Aim of the task
Starting at the first line of the listing below, repeat each line exactly until you have repeated the one containing "0 #605126) drop-shadow(-2px"; skip the pictures.
Data provided Block Start
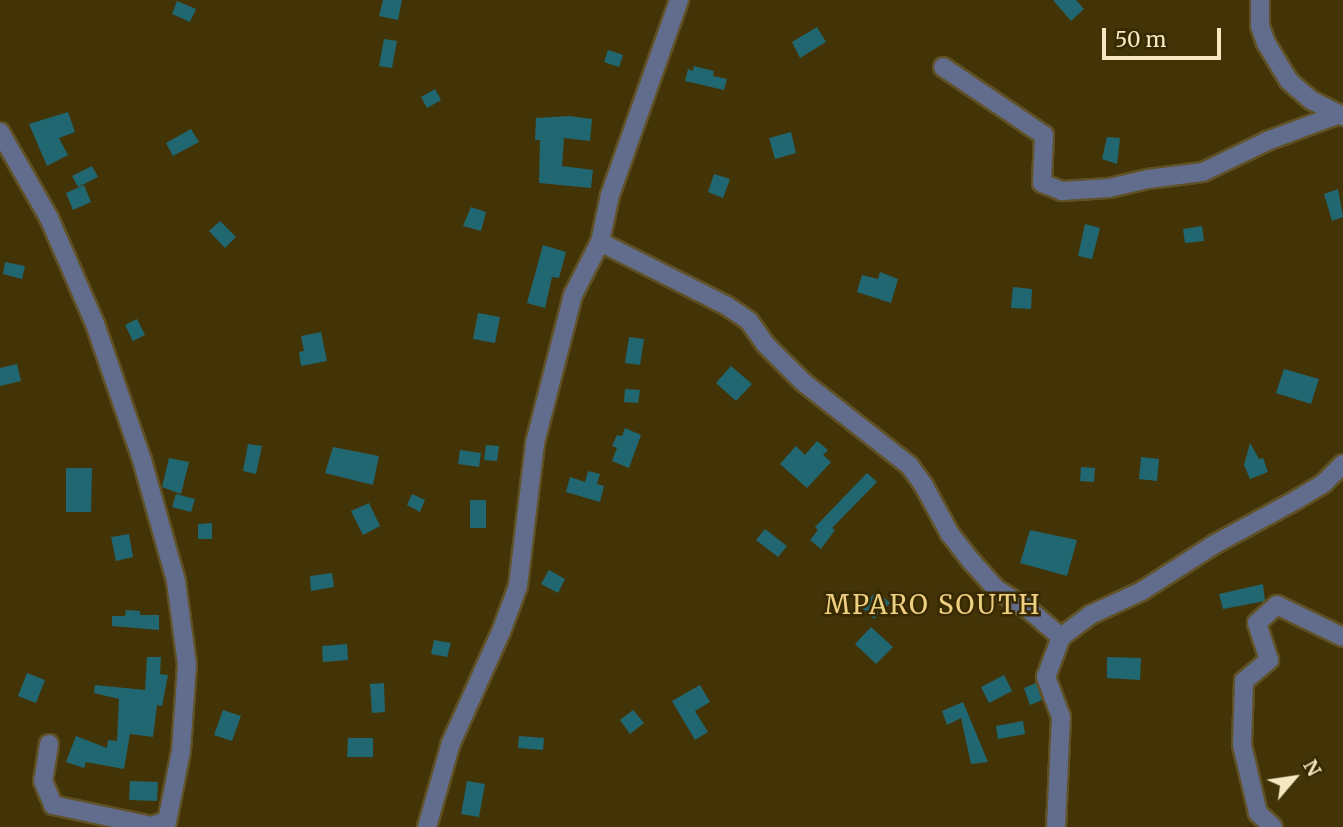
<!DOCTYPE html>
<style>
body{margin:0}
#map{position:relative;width:1343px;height:827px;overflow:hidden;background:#433408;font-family:Merriweather,serif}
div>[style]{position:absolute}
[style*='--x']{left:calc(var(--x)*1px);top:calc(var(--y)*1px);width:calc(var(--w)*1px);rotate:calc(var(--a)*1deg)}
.building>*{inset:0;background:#216771}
.roads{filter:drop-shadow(2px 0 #605126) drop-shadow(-2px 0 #605126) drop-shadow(0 2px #605126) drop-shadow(0 -2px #605126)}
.minor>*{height:18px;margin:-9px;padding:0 9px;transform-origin:9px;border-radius:9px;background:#626d8d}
.tertiary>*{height:18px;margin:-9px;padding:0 9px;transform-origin:9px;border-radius:9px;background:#626d8d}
span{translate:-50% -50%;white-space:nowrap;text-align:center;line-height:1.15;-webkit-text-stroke:5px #382900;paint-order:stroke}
.quarter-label{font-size:26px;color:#eed082;letter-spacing:2px}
.north{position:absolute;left:1259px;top:743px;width:70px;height:70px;-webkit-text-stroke:5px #382900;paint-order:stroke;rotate:61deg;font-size:19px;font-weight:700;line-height:28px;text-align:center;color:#f7e8c3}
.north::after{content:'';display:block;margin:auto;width:24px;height:32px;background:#f7e8c3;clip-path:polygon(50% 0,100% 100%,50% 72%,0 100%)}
.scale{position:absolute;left:1102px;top:28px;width:119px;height:32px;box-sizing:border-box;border:4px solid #f7e8c3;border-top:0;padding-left:9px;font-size:21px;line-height:24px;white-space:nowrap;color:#f7e8c3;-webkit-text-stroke:5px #382900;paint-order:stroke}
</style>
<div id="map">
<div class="building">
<i style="clip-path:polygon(383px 0,402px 0,398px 20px,379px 16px)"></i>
<i style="clip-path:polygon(1053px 0,1076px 0,1084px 9px,1071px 21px)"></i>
<i style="clip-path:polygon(177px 1px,196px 9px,190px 22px,172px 14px)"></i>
<i style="clip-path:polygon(817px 27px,826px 42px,800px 58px,792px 42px)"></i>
<i style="clip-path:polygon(384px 39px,397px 41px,392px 68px,379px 66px)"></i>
<i style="clip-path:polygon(608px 50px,623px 55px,619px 67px,604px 62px)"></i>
<i style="clip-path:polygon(694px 66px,714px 71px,713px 76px,727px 79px,724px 90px,685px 81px,688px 69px,693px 71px)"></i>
<i style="clip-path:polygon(435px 89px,441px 100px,427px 108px,421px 97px)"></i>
<i style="clip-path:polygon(68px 112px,75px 132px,59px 138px,68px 155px,47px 166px,29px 124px)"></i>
<i style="clip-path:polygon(569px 116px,592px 119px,590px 141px,564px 138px,562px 166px,593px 170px,591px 188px,539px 183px,540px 140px,535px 140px,536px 118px)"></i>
<i style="clip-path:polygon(191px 129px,199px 142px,173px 156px,166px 143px)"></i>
<i style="clip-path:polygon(791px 132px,796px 153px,775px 159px,769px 138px)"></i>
<i style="clip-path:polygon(1107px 137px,1120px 138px,1117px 164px,1102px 159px)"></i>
<i style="clip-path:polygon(92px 166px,98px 177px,78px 187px,72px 176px)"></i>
<i style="clip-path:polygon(714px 174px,730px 179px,723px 198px,708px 192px)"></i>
<i style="clip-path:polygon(84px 185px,91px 202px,73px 210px,66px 193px)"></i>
<i style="clip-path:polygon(1338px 189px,1343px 217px,1332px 221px,1324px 194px)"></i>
<i style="clip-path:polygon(471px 207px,486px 212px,481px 231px,463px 226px)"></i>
<i style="clip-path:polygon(220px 221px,236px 237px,225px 248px,209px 231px)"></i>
<i style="clip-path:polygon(1085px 224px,1100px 228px,1092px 259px,1078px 256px)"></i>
<i style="clip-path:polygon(1202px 226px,1204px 241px,1185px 243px,1183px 229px)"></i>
<i style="clip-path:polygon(543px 245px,566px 252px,559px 278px,552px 277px,545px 308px,527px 303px)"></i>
<i style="clip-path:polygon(5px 262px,25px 266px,22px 279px,3px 274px)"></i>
<i style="clip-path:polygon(880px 272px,898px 279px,891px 303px,857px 292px,862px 275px,878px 279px)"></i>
<i style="clip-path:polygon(1013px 287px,1032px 289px,1031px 309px,1011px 308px)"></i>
<i style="clip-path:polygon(478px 313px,500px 317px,495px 343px,473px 339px)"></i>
<i style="clip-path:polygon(137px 319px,145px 335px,133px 341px,125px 325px)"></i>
<i style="clip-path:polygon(321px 332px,327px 361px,301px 366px,299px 352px,304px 351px,301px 336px)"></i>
<i style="clip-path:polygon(629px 337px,644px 339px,640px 365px,625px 363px)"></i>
<i style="clip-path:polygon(17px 364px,21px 381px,0 386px,0 368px)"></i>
<i style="clip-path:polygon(731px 366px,752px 384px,736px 401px,716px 383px)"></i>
<i style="clip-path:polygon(1284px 369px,1319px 379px,1311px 404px,1276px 393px)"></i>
<i style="clip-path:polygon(625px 389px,640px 390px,638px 403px,624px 402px)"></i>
<i style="clip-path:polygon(625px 428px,641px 435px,629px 468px,612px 461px,617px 448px,612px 446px,617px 435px,622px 436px)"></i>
<i style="clip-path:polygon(817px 441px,828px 450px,823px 455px,831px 462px,807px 488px,780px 464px,796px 446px,805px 455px)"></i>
<i style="clip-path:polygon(1250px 443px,1259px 459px,1263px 458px,1268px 472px,1250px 479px,1244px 465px)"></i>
<i style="clip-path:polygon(248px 444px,262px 446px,256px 474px,243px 471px)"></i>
<i style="clip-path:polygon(486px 445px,499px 446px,497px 461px,484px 460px)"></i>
<i style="clip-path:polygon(333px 447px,379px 456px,373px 485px,325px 473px)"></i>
<i style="clip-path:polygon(460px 450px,481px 453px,479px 467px,458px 464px)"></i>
<i style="clip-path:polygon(1141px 457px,1159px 459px,1157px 481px,1139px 479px)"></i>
<i style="clip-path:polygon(169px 458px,189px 462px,181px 494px,162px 487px)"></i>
<i style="clip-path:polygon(1081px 467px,1095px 468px,1094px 482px,1080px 481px)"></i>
<i style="clip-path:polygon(66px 468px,92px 468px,91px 512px,66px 512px)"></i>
<i style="clip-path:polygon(588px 471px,600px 474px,597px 484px,604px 486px,600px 502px,566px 492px,570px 477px,585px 482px)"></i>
<i style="clip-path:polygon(867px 473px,877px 482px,832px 528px,835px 530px,821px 549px,810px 540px,818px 530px,815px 527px)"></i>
<i style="clip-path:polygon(176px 494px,195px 499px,191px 512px,172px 507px)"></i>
<i style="clip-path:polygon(412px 494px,425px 500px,420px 512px,407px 505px)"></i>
<i style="clip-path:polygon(470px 500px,486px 500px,486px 528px,470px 528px)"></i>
<i style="clip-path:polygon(369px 503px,380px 526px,363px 535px,351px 511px)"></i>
<i style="clip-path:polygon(212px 523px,212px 539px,198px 539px,198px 524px)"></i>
<i style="clip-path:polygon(765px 529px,787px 546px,778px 557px,756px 540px)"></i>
<i style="clip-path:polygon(1030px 530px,1077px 540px,1067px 576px,1020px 563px)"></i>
<i style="clip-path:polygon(129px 534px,133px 557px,116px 561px,111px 537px)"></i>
<i style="clip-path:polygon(549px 570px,565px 579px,558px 593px,541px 584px)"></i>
<i style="clip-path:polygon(332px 573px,334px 587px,311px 591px,310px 576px)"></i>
<i style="clip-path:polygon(1263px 584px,1265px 601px,1223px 609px,1219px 594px)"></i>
<i style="clip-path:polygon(877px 591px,890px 603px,874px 619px,861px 607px)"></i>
<i style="clip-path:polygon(126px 610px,140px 611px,140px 615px,159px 615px,159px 630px,112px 626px,112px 616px,125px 616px)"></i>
<i style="clip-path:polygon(871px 627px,893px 647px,876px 664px,855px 644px)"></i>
<i style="clip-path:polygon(434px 640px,451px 643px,447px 657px,431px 654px)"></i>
<i style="clip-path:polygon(347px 644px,348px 660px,323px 662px,322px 646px)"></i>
<i style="clip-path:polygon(147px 657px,161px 657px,160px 674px,168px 675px,162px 706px,157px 705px,153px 737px,130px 734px,124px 769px,86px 762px,84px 768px,66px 762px,76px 736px,107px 748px,108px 740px,117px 741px,119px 699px,94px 693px,95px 685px,145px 690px)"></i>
<i style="clip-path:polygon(1107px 657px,1141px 658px,1140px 680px,1107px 678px)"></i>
<i style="clip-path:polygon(27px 673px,45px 680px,36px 703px,18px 696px)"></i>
<i style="clip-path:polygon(1004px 675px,1012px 691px,989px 703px,981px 687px)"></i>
<i style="clip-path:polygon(384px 683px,385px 712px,372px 713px,370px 684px)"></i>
<i style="clip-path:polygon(1036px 683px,1042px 700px,1030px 705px,1024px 688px)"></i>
<i style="clip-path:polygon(700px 685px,710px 702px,695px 711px,708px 732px,695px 740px,672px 701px)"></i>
<i style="clip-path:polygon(963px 702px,966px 709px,988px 762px,971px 764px,961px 718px,947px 725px,942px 711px)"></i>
<i style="clip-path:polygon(223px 710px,241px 716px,232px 741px,214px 735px)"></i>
<i style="clip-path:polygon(633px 710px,644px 723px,630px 734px,620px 720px)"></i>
<i style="clip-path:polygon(1023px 721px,1025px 734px,998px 739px,996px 726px)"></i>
<i style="clip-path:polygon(519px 736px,544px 738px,543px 750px,518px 748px)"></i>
<i style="clip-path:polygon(348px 738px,373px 738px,373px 757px,347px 757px)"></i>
<i style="clip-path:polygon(130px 781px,158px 782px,157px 801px,129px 800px)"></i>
<i style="clip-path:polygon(467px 781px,485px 784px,479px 817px,461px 814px)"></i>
</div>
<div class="roads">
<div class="minor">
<i style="--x:1260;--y:0;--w:26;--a:90"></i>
<i style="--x:1260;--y:26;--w:18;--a:71"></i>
<i style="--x:1266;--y:43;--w:44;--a:58.8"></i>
<i style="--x:1289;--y:81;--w:29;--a:41"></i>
<i style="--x:1311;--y:100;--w:36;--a:27"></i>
<i style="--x:943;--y:67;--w:122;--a:34"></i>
<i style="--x:1044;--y:135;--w:48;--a:92.4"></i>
<i style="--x:1042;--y:183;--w:22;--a:22"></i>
<i style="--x:1062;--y:191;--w:47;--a:-3.7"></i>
<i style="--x:1109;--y:188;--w:40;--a:-13"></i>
<i style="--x:1148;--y:179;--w:55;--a:-7.3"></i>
<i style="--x:1203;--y:172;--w:71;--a:-25.8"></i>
<i style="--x:1267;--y:141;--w:75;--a:-20.4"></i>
<i style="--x:0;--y:132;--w:99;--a:60.3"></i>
<i style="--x:49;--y:218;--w:116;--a:66.5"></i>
<i style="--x:95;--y:324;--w:144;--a:70.9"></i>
<i style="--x:142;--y:460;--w:126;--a:74.3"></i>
<i style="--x:176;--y:581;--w:85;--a:82.5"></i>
<i style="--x:187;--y:665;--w:86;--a:94"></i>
<i style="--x:181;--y:751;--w:77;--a:101.2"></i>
<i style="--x:600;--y:242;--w:142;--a:26.7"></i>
<i style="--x:727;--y:306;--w:27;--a:34"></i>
<i style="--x:749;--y:321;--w:28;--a:55"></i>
<i style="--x:765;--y:344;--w:54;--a:45"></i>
<i style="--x:803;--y:382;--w:135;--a:38.1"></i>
<i style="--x:909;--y:465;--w:26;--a:54"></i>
<i style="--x:924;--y:486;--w:55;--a:61.6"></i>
<i style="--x:950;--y:534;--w:36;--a:52"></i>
<i style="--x:972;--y:562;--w:36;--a:48"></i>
<i style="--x:996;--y:589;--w:38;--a:32"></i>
<i style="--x:1028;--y:609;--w:43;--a:40.3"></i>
<i style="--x:1061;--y:637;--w:36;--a:-37"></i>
<i style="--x:1090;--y:615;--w:57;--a:-24.8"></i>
<i style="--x:1142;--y:591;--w:87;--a:-32.8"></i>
<i style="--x:1215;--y:544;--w:92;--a:-28.5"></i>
<i style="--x:1296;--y:500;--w:33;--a:-31"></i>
<i style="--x:1324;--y:483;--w:27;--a:-45"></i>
<i style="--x:49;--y:744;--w:37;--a:99"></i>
<i style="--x:43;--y:781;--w:26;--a:67"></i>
<i style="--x:53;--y:805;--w:101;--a:12"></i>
<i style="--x:152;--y:826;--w:15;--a:-20"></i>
<i style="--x:1056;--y:827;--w:110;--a:-87.4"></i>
<i style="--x:1061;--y:717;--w:43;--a:-110.6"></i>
<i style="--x:1046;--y:677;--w:43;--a:-69.4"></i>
<i style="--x:1273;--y:827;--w:21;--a:-137"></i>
<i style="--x:1258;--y:813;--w:70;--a:-103.2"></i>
<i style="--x:1242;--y:745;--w:64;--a:-88.2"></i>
<i style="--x:1244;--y:681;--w:33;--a:-40"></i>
<i style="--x:1269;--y:660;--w:39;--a:-108"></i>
<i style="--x:1257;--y:623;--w:27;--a:-42"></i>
<i style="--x:1277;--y:605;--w:73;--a:25.9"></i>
</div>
<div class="tertiary">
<i style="--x:427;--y:827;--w:87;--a:-74.1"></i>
<i style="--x:451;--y:743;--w:122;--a:-65.8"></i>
<i style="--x:501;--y:632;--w:49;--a:-69.7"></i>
<i style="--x:518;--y:586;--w:144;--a:-83.2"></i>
<i style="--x:535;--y:443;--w:153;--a:-75.6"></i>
<i style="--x:573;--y:295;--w:59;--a:-63"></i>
<i style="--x:600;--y:242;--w:48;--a:-78"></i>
<i style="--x:610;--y:195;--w:207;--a:-70.5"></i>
</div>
</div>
<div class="quarter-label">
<span style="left:933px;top:605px">MPARO SOUTH</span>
</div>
<div class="north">N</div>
<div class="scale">50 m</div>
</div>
Data provided Block End
Response for this exercise
<!DOCTYPE html>
<style>
body{margin:0}
#map{position:relative;width:1343px;height:827px;overflow:hidden;background:#433408;font-family:Merriweather,serif}
div>[style]{position:absolute}
[style*='--x']{left:calc(var(--x)*1px);top:calc(var(--y)*1px);width:calc(var(--w)*1px);rotate:calc(var(--a)*1deg)}
.building>*{inset:0;background:#216771}
.roads{filter:drop-shadow(2px 0 #605126) drop-shadow(-2px 0 #605126) drop-shadow(0 2px #605126) drop-shadow(0 -2px #605126)}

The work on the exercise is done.